Words can be powerful things.
Juliet may have believed a rose by any other name would smell as sweet, but she was wrong.
A rose, or just about anything else labelled as a tax smells bad. Really, really bad.
That, at least, is what Labor appears to have decided.
Two days ago in an interview with ABC 24, under questioning about whether or not Labor would support repeal of the Clean Energy Act, shadow environment minister Mark Butler made an interesting comment:
Two days ago, Fairfax newspapers carried a story suggesting Labor was shifting its position towards supporting the Coalition’s bills to repeal of the Clean Energy Act.
Further public comments by Mark Butler since that article suggest not. This is more about Labor trying to throw off the branding of an emissions trading scheme as a ‘tax’.
Tony Abbott has done a spectacularly good job in branding what is really an emissions trading scheme as a tax. He begun this exercise in negative rebranding from the day he took over as leader of the Liberal party, when everyone else was calling it a carbon trading scheme.
The decision to go with a fixed carbon price for the first three years of the scheme then made the rebranding effort complete – now everyone called it a carbon tax.
Labor was left in a pickle because it couldn’t really continue to refer to the policy as a carbon trading scheme because, for the first three years, it wasn’t. So the then-government was lumped with the rather unappealing term ‘carbon price’, in opposition to Abbott’s carbon tax.
Of course, in practice this is all a complete joke.
Rather than bringing in a great big tax, the Clean Energy Act has in fact delivered a great big tax cut to the vast majority of the electorate.
When the carbon price drops to under $10 with the shift to trading, household tax cuts and pension increases for the majority of people will be comfortably more than double the extra costs they’ll bear from pass-through of the carbon price in the goods they buy.
Indeed, it’s worth noting that improvements in household energy efficiency over the past three years mean the government overestimated the likely cost of living impact the carbon price would make, even ignoring the drop associated with the move to trading. For example, in the Energex-supplied grid area we know electricity consumption per household has dropped by about 1000 kilowatt-hours on average. Those households have saved themselves about $250 per annum on their bill. The carbon price, at $24 per tonne, adds about $150.

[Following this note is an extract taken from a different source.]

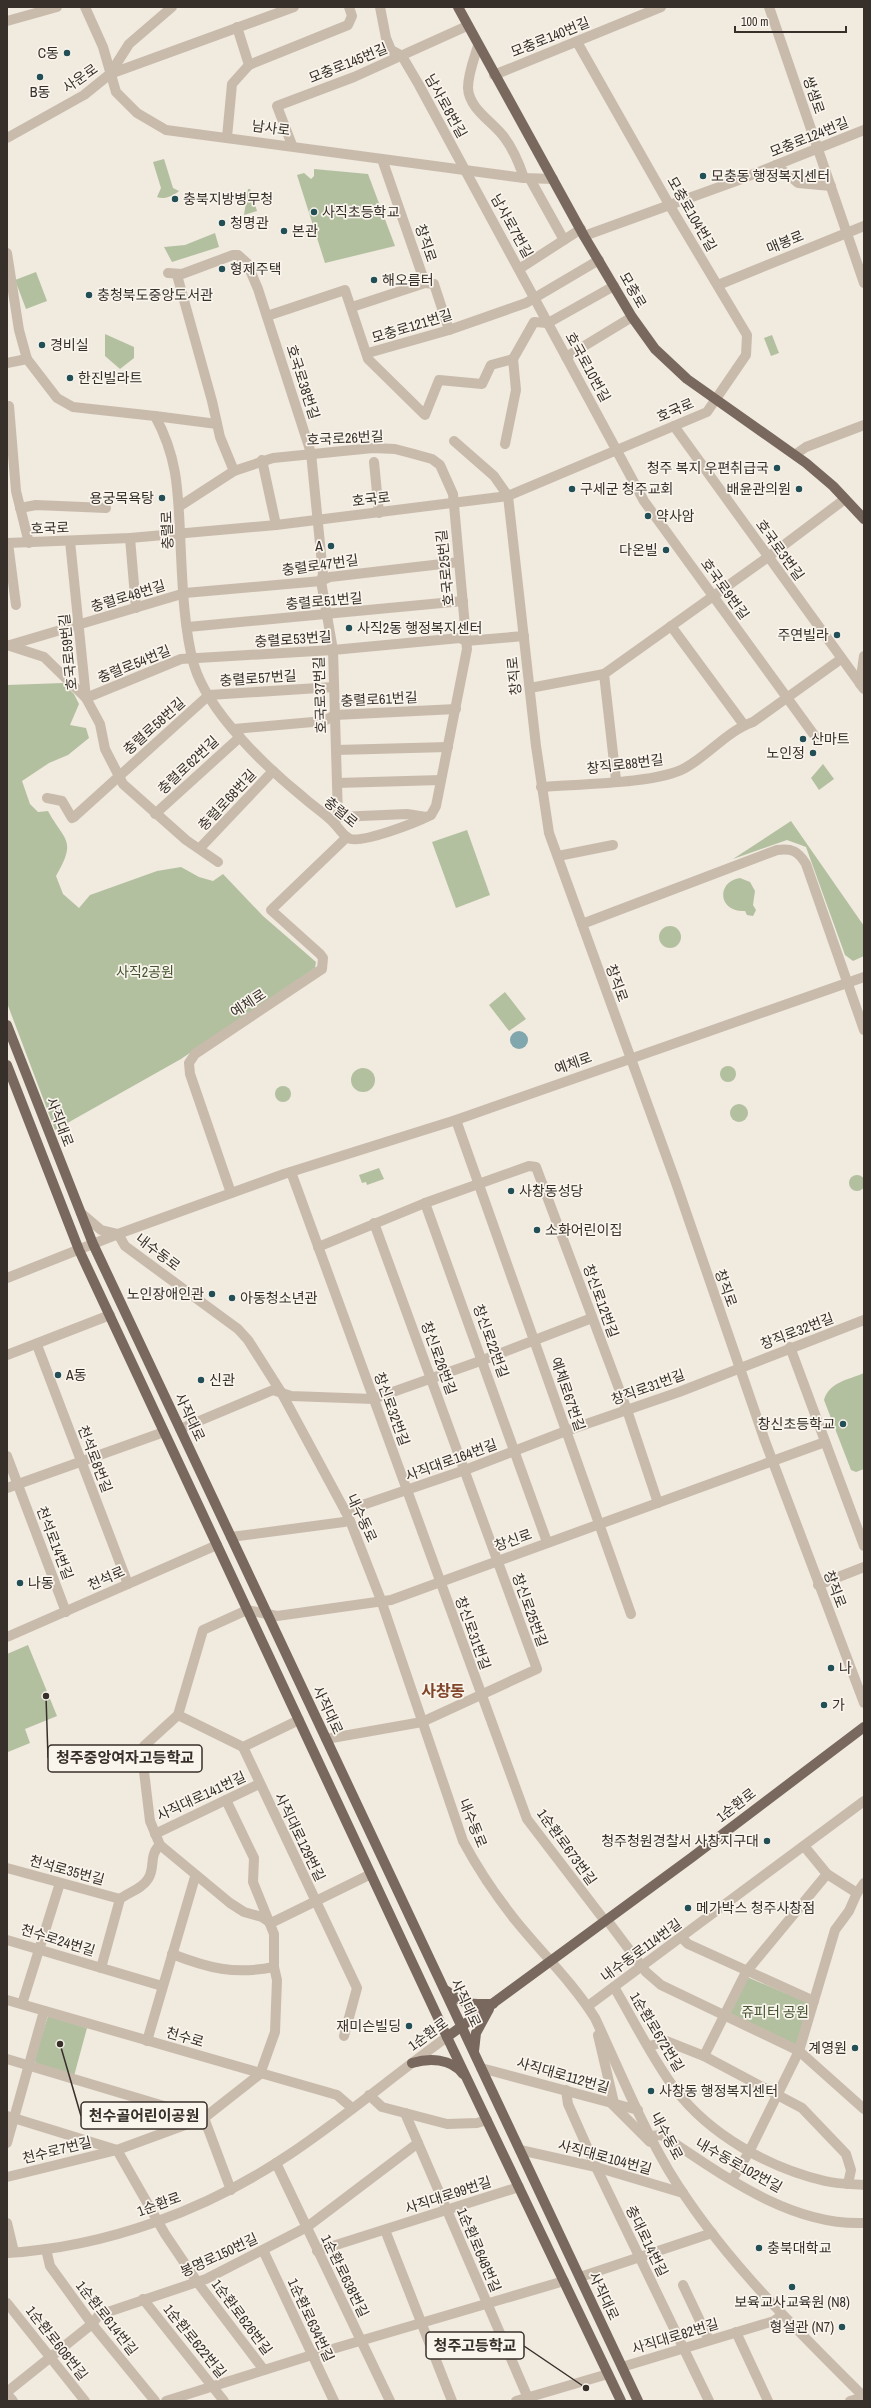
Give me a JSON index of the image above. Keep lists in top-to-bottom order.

But the vast majority of the electorate just isn't sufficiently engaged in the topic to appreciate the reality. This majority probably doesn't even realise that the small increase in its first paychecks for the 2012-13 financial year was due to an income tax cut, financed by extra government revenue from making businesses pay a price to pollute. And the upfront cash cheque they received in May 2011 was advertised without any reference to carbon pricing. Indeed, the cheque was probably forgotten about a week after they spent it at the local Harvey Norman.

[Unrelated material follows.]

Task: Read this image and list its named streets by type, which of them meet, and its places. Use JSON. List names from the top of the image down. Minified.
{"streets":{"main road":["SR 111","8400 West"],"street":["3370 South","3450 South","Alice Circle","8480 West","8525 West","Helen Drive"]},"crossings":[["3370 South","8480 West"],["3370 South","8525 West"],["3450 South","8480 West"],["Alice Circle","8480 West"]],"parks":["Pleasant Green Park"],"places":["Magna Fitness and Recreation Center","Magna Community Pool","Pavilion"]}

What households could remember was that Gillard imposed a new tax, and taxes are bad, mmkay...
So now Labor is trying to reframe the language around this area. We want to abolish the carbon tax too, they tell the media.
But what Labor isn’t prepared to drop is a “legal limit on pollution”. And who could object to a legal limit on pollution? Pollution is unambiguously bad too, mkay.

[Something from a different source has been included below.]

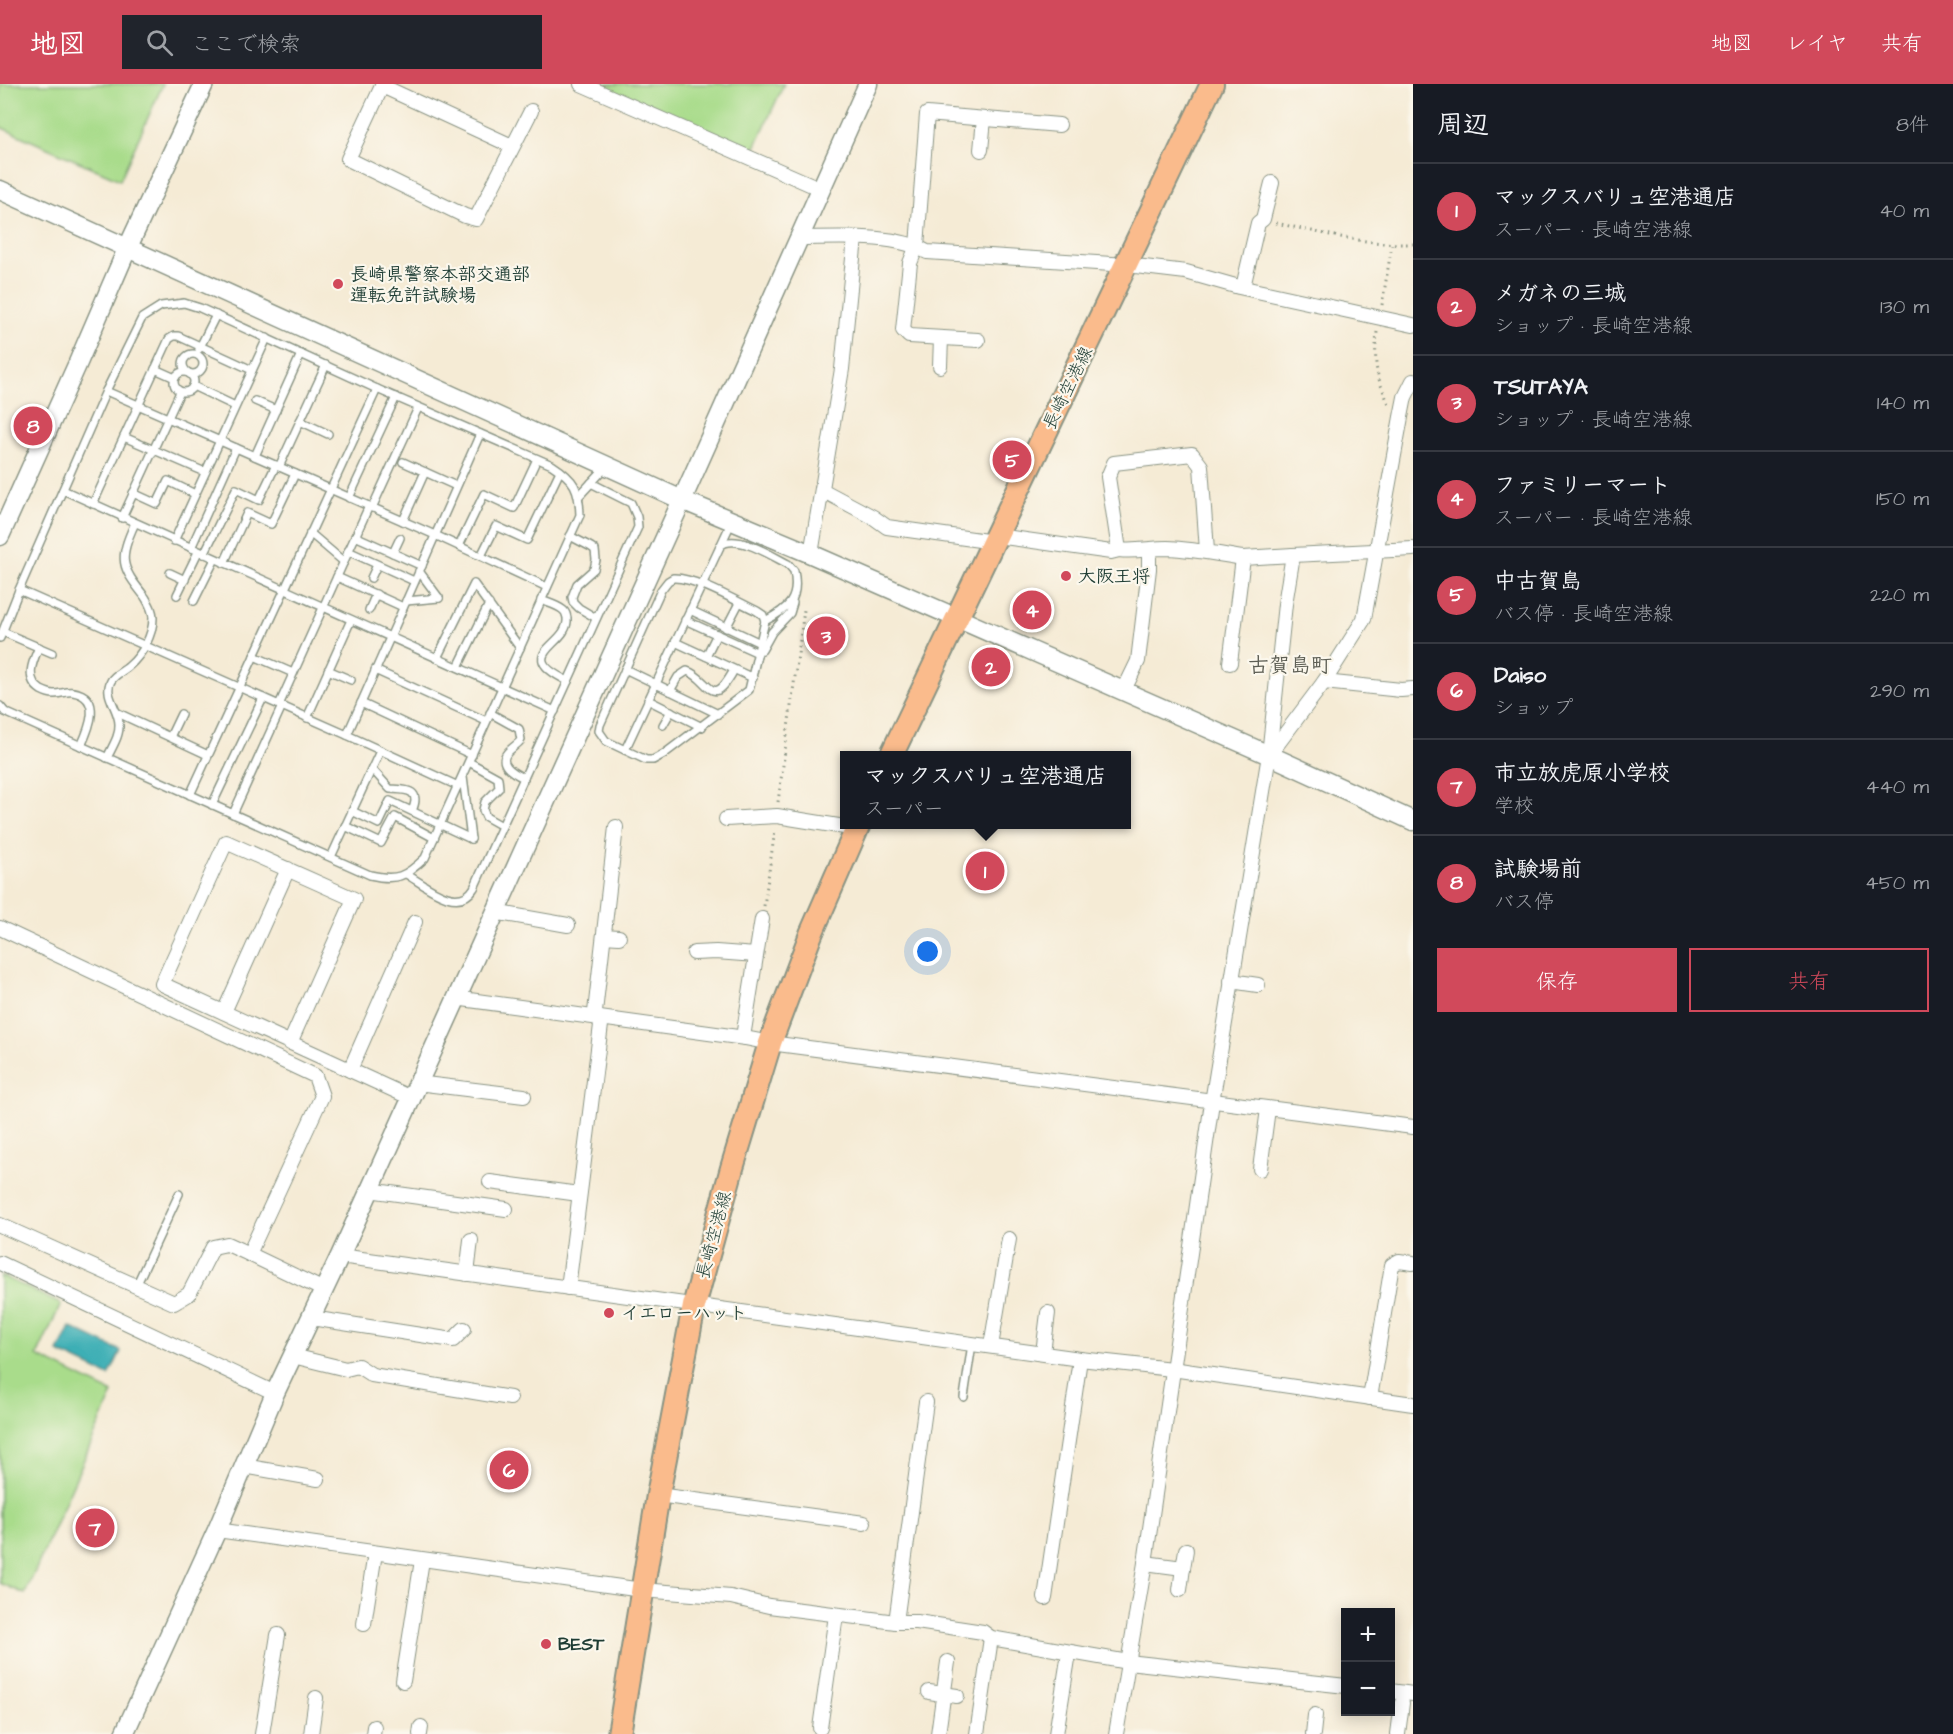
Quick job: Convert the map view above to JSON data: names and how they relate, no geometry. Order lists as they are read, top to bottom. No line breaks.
{"streets":{"main road":["長崎空港線"]},"districts":["古賀島町"],"places":["長崎県警察本部交通部 運転免許試験場","大阪王将","イエローハット","BEST"],"page":{"header":"地図","search":"ここで検索","nav":["地図","レイヤ","共有"],"heading":["周辺","8件"],"list":[{"mark":"1","name":"マックスバリュ空港通店","note":"スーパー · 長崎空港線","value":"40 m"},{"mark":"2","name":"メガネの三城","note":"ショップ · 長崎空港線","value":"130 m"},{"mark":"3","name":"TSUTAYA","note":"ショップ · 長崎空港線","value":"140 m"},{"mark":"4","name":"ファミリーマート","note":"スーパー · 長崎空港線","value":"150 m"},{"mark":"5","name":"中古賀島","note":"バス停 · 長崎空港線","value":"220 m"},{"mark":"6","name":"Daiso","note":"ショップ","value":"290 m"},{"mark":"7","name":"市立放虎原小学校","note":"学校","value":"440 m"},{"mark":"8","name":"試験場前","note":"バス停","value":"450 m"}],"pins":["8","5","4","3","2","1","6","7"],"popup":["マックスバリュ空港通店","スーパー"],"buttons":["保存","共有"],"map_buttons":["+","−"]}}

In a series of media interviews involving Butler, this alternative branding strategy became clearer.
In an interview with ABC News Breakfast:
MICHAEL ROWLAND: … it would be safe to assume the Labor Party would vote against the bill cancelling the emissions trading scheme?
BUTLER: Well, the difficulty is that Tony Abbott has pulled together a whole range of things, so there is not a single bill that simply deals with the carbon tax per se. The bill has in it, for example, a provision to abolish the legal limit on carbon pollution, the cap on carbon pollution that would reduce over time … we won’t support a position that removes the legal limit on carbon pollution.
In an interview with Radio National he downplayed the validity of the report in The Age and The SMH:
“Well can I say, first of all, just caution against placing too much emphasis on a piece in the Fairfax newspaper involving an unnamed source.”
And in an interview with radio station 2SER he provided perhaps the clearest reassurance that Labor won’t be repealing the emissions trading scheme:
“ ... the position of the Labor Party hasn’t changed from the position Bill Shorten, Tanya Plibersek, I, and many others have been articulating … and that is that we took to the election a position that we also intended to terminate the carbon tax, but that our position was that it must be replaced by a robust system to take action on climate change, particularly a legal limit on carbon pollution and also a mechanism, an emissions trading scheme that would have that cap on carbon pollution in place.”
How can Abbott and Greg Hunt object to the idea of making legally enforceable their own emission reduction targets, which they promised the electorate they’d achieve.
It should be fun watching this battle over words unfold.